• Stored data
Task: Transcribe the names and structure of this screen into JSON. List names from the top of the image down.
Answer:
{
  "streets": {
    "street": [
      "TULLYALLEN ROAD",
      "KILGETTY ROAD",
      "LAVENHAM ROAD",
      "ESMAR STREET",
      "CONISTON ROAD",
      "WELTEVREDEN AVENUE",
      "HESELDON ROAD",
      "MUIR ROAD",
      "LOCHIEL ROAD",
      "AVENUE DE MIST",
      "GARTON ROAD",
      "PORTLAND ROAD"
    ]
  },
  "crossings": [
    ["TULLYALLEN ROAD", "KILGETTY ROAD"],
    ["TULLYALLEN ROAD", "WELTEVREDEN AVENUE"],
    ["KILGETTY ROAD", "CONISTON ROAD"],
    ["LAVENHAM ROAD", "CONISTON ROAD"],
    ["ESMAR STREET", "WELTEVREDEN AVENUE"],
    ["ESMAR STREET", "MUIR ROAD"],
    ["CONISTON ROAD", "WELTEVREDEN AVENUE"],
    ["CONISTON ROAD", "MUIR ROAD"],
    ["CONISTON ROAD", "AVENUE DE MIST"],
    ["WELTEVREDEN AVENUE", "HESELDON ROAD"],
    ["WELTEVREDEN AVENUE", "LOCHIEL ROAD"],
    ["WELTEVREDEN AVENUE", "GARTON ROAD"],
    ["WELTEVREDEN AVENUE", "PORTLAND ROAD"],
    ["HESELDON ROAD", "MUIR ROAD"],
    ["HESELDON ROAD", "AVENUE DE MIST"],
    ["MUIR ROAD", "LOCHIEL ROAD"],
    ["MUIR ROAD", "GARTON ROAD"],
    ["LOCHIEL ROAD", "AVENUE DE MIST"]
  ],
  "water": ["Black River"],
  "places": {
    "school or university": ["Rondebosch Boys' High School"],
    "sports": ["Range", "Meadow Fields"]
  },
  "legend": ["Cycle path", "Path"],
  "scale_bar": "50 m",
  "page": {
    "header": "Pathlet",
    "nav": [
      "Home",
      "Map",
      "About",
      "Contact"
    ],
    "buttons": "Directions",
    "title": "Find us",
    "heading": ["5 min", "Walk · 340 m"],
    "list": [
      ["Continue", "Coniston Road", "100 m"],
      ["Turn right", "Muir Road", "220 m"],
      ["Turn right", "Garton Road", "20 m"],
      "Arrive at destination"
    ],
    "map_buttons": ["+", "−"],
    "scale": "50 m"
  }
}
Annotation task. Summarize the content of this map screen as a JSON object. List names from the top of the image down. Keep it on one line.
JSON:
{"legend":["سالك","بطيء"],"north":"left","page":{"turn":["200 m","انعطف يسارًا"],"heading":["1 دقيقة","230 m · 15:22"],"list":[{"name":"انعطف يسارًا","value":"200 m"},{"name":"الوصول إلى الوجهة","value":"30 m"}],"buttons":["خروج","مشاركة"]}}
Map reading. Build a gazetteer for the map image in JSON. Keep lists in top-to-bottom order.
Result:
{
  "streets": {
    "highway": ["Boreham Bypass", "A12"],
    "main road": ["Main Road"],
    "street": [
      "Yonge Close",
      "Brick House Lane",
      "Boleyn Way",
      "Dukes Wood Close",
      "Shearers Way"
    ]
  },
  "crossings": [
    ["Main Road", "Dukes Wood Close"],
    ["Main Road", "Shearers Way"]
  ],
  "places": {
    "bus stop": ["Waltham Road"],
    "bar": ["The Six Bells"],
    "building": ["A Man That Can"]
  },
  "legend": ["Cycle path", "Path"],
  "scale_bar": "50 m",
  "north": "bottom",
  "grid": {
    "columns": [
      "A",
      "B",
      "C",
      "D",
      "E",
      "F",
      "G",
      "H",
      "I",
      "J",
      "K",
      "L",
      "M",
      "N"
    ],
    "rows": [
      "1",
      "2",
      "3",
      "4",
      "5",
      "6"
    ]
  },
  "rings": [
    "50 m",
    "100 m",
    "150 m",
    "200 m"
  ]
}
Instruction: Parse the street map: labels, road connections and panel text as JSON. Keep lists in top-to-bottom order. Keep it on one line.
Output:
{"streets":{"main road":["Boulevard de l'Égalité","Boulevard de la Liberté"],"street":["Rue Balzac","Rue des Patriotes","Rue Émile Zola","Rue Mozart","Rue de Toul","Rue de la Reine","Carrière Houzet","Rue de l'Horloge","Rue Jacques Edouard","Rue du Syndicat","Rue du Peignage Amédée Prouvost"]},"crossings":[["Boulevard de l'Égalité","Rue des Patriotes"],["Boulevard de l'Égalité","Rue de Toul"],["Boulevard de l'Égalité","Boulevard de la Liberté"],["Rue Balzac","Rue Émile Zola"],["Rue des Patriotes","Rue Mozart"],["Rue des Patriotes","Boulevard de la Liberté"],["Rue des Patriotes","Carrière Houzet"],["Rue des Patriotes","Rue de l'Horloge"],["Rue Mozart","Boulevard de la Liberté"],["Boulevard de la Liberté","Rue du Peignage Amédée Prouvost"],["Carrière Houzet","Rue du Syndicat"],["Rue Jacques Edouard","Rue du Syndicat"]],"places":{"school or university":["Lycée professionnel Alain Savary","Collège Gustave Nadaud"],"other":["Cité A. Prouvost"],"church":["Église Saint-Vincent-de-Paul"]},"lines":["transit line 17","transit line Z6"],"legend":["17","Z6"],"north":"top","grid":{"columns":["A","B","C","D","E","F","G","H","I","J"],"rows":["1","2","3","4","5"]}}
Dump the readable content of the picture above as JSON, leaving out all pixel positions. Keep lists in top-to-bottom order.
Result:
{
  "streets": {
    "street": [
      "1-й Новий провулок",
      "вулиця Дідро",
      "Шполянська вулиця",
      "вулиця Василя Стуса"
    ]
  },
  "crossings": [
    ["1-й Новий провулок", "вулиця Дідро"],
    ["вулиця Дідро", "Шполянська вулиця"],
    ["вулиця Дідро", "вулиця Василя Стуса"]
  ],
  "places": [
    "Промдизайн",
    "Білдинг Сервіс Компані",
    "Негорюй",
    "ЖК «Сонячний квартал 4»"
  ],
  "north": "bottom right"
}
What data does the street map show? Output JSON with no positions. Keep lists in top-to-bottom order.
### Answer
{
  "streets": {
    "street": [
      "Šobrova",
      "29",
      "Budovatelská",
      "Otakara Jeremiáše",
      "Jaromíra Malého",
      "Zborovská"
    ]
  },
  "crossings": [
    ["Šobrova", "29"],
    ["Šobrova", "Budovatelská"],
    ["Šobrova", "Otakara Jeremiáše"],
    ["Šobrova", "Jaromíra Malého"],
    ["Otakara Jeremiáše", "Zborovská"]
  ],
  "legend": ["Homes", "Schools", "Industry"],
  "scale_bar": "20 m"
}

• Exercise requirements
Would you transcribe the entries above exactly as they appear?

• Task result
Task: Transcribe the names and structure of this screen into JSON. List names from the top of the image down.
Answer:
{
  "streets": {
    "street": [
      "TULLYALLEN ROAD",
      "KILGETTY ROAD",
      "LAVENHAM ROAD",
      "ESMAR STREET",
      "CONISTON ROAD",
      "WELTEVREDEN AVENUE",
      "HESELDON ROAD",
      "MUIR ROAD",
      "LOCHIEL ROAD",
      "AVENUE DE MIST",
      "GARTON ROAD",
      "PORTLAND ROAD"
    ]
  },
  "crossings": [
    ["TULLYALLEN ROAD", "KILGETTY ROAD"],
    ["TULLYALLEN ROAD", "WELTEVREDEN AVENUE"],
    ["KILGETTY ROAD", "CONISTON ROAD"],
    ["LAVENHAM ROAD", "CONISTON ROAD"],
    ["ESMAR STREET", "WELTEVREDEN AVENUE"],
    ["ESMAR STREET", "MUIR ROAD"],
    ["CONISTON ROAD", "WELTEVREDEN AVENUE"],
    ["CONISTON ROAD", "MUIR ROAD"],
    ["CONISTON ROAD", "AVENUE DE MIST"],
    ["WELTEVREDEN AVENUE", "HESELDON ROAD"],
    ["WELTEVREDEN AVENUE", "LOCHIEL ROAD"],
    ["WELTEVREDEN AVENUE", "GARTON ROAD"],
    ["WELTEVREDEN AVENUE", "PORTLAND ROAD"],
    ["HESELDON ROAD", "MUIR ROAD"],
    ["HESELDON ROAD", "AVENUE DE MIST"],
    ["MUIR ROAD", "LOCHIEL ROAD"],
    ["MUIR ROAD", "GARTON ROAD"],
    ["LOCHIEL ROAD", "AVENUE DE MIST"]
  ],
  "water": ["Black River"],
  "places": {
    "school or university": ["Rondebosch Boys' High School"],
    "sports": ["Range", "Meadow Fields"]
  },
  "legend": ["Cycle path", "Path"],
  "scale_bar": "50 m",
  "page": {
    "header": "Pathlet",
    "nav": [
      "Home",
      "Map",
      "About",
      "Contact"
    ],
    "buttons": "Directions",
    "title": "Find us",
    "heading": ["5 min", "Walk · 340 m"],
    "list": [
      ["Continue", "Coniston Road", "100 m"],
      ["Turn right", "Muir Road", "220 m"],
      ["Turn right", "Garton Road", "20 m"],
      "Arrive at destination"
    ],
    "map_buttons": ["+", "−"],
    "scale": "50 m"
  }
}
Annotation task. Summarize the content of this map screen as a JSON object. List names from the top of the image down. Keep it on one line.
JSON:
{"legend":["سالك","بطيء"],"north":"left","page":{"turn":["200 m","انعطف يسارًا"],"heading":["1 دقيقة","230 m · 15:22"],"list":[{"name":"انعطف يسارًا","value":"200 m"},{"name":"الوصول إلى الوجهة","value":"30 m"}],"buttons":["خروج","مشاركة"]}}
Map reading. Build a gazetteer for the map image in JSON. Keep lists in top-to-bottom order.
Result:
{
  "streets": {
    "highway": ["Boreham Bypass", "A12"],
    "main road": ["Main Road"],
    "street": [
      "Yonge Close",
      "Brick House Lane",
      "Boleyn Way",
      "Dukes Wood Close",
      "Shearers Way"
    ]
  },
  "crossings": [
    ["Main Road", "Dukes Wood Close"],
    ["Main Road", "Shearers Way"]
  ],
  "places": {
    "bus stop": ["Waltham Road"],
    "bar": ["The Six Bells"],
    "building": ["A Man That Can"]
  },
  "legend": ["Cycle path", "Path"],
  "scale_bar": "50 m",
  "north": "bottom",
  "grid": {
    "columns": [
      "A",
      "B",
      "C",
      "D",
      "E",
      "F",
      "G",
      "H",
      "I",
      "J",
      "K",
      "L",
      "M",
      "N"
    ],
    "rows": [
      "1",
      "2",
      "3",
      "4",
      "5",
      "6"
    ]
  },
  "rings": [
    "50 m",
    "100 m",
    "150 m",
    "200 m"
  ]
}
Instruction: Parse the street map: labels, road connections and panel text as JSON. Keep lists in top-to-bottom order. Keep it on one line.
Output:
{"streets":{"main road":["Boulevard de l'Égalité","Boulevard de la Liberté"],"street":["Rue Balzac","Rue des Patriotes","Rue Émile Zola","Rue Mozart","Rue de Toul","Rue de la Reine","Carrière Houzet","Rue de l'Horloge","Rue Jacques Edouard","Rue du Syndicat","Rue du Peignage Amédée Prouvost"]},"crossings":[["Boulevard de l'Égalité","Rue des Patriotes"],["Boulevard de l'Égalité","Rue de Toul"],["Boulevard de l'Égalité","Boulevard de la Liberté"],["Rue Balzac","Rue Émile Zola"],["Rue des Patriotes","Rue Mozart"],["Rue des Patriotes","Boulevard de la Liberté"],["Rue des Patriotes","Carrière Houzet"],["Rue des Patriotes","Rue de l'Horloge"],["Rue Mozart","Boulevard de la Liberté"],["Boulevard de la Liberté","Rue du Peignage Amédée Prouvost"],["Carrière Houzet","Rue du Syndicat"],["Rue Jacques Edouard","Rue du Syndicat"]],"places":{"school or university":["Lycée professionnel Alain Savary","Collège Gustave Nadaud"],"other":["Cité A. Prouvost"],"church":["Église Saint-Vincent-de-Paul"]},"lines":["transit line 17","transit line Z6"],"legend":["17","Z6"],"north":"top","grid":{"columns":["A","B","C","D","E","F","G","H","I","J"],"rows":["1","2","3","4","5"]}}
Dump the readable content of the picture above as JSON, leaving out all pixel positions. Keep lists in top-to-bottom order.
Result:
{
  "streets": {
    "street": [
      "1-й Новий провулок",
      "вулиця Дідро",
      "Шполянська вулиця",
      "вулиця Василя Стуса"
    ]
  },
  "crossings": [
    ["1-й Новий провулок", "вулиця Дідро"],
    ["вулиця Дідро", "Шполянська вулиця"],
    ["вулиця Дідро", "вулиця Василя Стуса"]
  ],
  "places": [
    "Промдизайн",
    "Білдинг Сервіс Компані",
    "Негорюй",
    "ЖК «Сонячний квартал 4»"
  ],
  "north": "bottom right"
}
What data does the street map show? Output JSON with no positions. Keep lists in top-to-bottom order.
### Answer
{
  "streets": {
    "street": [
      "Šobrova",
      "29",
      "Budovatelská",
      "Otakara Jeremiáše",
      "Jaromíra Malého",
      "Zborovská"
    ]
  },
  "crossings": [
    ["Šobrova", "29"],
    ["Šobrova", "Budovatelská"],
    ["Šobrova", "Otakara Jeremiáše"],
    ["Šobrova", "Jaromíra Malého"],
    ["Otakara Jeremiáše", "Zborovská"]
  ],
  "legend": ["Homes", "Schools", "Industry"],
  "scale_bar": "20 m"
}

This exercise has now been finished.